In this project we have to analyze real messages (ie from social media) sent during disaster or emergency of any need. Then classifying these messages in a number of different categories including whether the message is related to the disaster or any other group. with the analyzing and cleaning of the data from two different datasets first pipeline known as ETL (Extract Transform Load) is created. And output of which is then used in training machine learning model on data.
-
scipy and numpy: SciPy and Numpy are free and open-source Python library used for scientific computing and technical computing.
-
pandas: Pandas is a software library written for the Python programming language for data manipulation and analysis.
-
sklearn: Machine learning library for the Python programming language. It features for classification and regression.
-
sqlalchemy: Used for saving data in sqlite database
-
matplotlib: Matplotlib is a plotting library for the Python programming language and its numerical mathematics extension NumPy
The file structure of the project:
-
app
-
template
- master.html # main page of web app
- go.html # classification result page of web app
-
run.py # Flask file that runs app
-
data
- disaster_categories.csv # data to process
- disaster_messages.csv # data to process
- process_data.py
- InsertDatabaseName.db # database to save clean data to
-
models
- train_classifier.py
- classifier.pkl # saved model
-
README.md
-
Run the following commands in the project's root directory to set up your database and model.

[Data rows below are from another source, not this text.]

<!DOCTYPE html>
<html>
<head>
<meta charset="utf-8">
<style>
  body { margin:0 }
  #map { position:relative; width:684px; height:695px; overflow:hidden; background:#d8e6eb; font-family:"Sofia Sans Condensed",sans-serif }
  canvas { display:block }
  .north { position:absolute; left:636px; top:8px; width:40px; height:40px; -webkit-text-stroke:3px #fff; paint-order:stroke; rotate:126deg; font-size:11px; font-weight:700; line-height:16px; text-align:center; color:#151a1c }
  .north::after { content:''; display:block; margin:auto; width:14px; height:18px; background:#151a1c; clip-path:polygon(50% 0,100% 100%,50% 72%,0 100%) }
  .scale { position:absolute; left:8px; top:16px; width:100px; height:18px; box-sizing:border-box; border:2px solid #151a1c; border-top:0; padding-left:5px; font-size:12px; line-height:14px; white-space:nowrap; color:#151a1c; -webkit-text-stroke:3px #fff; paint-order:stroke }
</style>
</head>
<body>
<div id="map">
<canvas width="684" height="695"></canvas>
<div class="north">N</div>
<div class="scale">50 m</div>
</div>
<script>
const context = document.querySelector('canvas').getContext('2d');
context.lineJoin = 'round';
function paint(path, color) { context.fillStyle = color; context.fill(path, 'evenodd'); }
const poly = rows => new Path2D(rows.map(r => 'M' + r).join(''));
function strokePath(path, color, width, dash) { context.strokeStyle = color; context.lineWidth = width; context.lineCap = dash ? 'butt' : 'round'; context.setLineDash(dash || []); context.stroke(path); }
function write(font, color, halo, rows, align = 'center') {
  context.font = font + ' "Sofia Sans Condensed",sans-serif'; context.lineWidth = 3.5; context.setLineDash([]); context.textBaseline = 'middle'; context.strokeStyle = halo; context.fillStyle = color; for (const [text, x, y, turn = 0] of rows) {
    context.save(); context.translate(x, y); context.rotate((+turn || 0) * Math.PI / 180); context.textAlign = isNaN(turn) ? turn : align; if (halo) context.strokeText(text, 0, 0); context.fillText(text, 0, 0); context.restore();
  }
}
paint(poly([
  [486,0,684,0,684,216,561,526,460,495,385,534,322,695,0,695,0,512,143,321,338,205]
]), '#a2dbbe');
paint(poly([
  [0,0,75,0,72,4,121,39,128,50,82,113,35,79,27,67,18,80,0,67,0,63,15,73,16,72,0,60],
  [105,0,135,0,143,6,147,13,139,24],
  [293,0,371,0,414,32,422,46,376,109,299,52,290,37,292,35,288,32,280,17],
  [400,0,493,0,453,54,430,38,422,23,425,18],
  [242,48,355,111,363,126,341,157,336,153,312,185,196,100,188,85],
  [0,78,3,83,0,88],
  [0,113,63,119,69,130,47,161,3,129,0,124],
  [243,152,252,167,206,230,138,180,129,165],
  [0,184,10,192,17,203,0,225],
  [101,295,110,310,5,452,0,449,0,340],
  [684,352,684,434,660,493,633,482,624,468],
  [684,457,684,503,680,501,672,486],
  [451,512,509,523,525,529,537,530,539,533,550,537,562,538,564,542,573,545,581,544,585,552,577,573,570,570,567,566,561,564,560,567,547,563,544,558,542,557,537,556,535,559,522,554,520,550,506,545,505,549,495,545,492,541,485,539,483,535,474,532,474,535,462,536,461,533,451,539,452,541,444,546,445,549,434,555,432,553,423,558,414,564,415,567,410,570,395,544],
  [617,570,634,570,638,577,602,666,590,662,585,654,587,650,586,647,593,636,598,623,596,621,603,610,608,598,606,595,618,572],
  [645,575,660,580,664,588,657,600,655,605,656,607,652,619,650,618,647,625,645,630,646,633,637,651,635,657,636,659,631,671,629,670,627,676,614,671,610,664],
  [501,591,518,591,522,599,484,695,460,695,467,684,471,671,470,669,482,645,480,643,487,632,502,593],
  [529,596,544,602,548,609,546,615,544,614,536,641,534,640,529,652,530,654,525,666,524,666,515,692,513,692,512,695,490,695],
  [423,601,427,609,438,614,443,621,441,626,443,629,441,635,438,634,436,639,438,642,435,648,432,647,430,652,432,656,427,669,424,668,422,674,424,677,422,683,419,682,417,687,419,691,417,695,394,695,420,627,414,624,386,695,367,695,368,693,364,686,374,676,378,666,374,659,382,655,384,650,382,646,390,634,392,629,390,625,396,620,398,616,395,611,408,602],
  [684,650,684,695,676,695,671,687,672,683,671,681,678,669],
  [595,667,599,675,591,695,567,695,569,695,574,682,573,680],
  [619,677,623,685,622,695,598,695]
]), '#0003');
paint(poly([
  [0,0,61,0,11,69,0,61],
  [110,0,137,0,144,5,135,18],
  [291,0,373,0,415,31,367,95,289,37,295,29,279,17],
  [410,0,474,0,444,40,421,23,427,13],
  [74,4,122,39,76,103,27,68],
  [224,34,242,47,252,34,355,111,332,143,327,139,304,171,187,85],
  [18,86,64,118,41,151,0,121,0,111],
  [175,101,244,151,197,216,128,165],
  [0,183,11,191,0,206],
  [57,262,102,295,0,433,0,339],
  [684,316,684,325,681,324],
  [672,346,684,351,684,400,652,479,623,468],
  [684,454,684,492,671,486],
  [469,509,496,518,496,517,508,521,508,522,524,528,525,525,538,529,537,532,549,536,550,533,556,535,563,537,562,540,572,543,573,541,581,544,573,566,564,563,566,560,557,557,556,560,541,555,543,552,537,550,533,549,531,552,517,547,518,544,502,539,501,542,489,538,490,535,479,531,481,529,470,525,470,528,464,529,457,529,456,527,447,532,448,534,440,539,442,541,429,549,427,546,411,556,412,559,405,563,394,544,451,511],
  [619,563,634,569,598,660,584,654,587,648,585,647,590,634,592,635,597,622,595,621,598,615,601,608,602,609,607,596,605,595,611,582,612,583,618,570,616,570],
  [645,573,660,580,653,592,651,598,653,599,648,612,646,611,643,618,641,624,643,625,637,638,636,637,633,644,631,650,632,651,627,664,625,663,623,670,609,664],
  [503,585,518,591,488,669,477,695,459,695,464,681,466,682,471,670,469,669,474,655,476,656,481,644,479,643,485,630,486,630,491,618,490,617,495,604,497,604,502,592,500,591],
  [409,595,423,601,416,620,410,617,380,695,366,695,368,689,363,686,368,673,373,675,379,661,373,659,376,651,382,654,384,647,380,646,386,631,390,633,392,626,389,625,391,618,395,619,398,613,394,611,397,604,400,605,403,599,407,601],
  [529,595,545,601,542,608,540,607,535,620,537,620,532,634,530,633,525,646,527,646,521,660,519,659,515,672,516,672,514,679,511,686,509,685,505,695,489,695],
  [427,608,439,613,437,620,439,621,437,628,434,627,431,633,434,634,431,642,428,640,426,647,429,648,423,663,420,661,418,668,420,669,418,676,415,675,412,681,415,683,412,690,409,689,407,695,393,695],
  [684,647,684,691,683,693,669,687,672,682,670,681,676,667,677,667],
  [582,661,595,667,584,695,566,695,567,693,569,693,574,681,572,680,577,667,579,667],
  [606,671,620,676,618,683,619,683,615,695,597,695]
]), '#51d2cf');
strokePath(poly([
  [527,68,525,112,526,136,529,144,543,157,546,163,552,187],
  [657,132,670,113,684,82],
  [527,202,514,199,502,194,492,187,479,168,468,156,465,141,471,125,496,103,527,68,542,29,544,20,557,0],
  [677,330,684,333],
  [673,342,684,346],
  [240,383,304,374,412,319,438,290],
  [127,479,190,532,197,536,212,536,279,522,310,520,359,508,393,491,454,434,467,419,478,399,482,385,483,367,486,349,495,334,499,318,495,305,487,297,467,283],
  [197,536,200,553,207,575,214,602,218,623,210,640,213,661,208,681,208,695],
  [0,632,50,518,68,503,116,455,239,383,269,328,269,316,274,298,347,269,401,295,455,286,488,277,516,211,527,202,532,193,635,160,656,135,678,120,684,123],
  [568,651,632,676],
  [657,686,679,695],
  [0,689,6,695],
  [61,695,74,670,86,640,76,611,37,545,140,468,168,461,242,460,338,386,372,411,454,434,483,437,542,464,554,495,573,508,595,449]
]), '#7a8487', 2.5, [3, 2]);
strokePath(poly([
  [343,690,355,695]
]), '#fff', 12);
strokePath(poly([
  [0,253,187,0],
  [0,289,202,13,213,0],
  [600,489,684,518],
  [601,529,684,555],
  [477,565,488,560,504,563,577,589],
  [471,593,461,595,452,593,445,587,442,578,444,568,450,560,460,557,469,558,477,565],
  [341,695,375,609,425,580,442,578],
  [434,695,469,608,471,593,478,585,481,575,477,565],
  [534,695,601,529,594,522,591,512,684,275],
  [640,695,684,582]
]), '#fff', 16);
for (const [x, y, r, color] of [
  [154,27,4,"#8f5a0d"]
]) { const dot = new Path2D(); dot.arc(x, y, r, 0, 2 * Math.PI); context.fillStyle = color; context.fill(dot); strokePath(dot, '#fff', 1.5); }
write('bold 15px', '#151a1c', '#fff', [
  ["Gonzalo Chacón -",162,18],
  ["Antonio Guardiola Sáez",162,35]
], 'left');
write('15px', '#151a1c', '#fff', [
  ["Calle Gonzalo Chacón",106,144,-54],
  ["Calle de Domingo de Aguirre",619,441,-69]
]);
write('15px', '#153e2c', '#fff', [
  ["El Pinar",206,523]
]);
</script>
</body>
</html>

- To run ETL pipeline that cleans data and stores in database
python data/process_data.py data/disaster_messages.csv data/disaster_categories.csv data/DisasterResponse.db
- To run ML pipeline that trains classifier and saves
python models/train_classifier.py data/DisasterResponse.db models/classifier.pkl
- To run ETL pipeline that cleans data and stores in database
-
Run the following command in the app's directory to run your web app.
python run.py
-
Go to http://0.0.0.0:3001/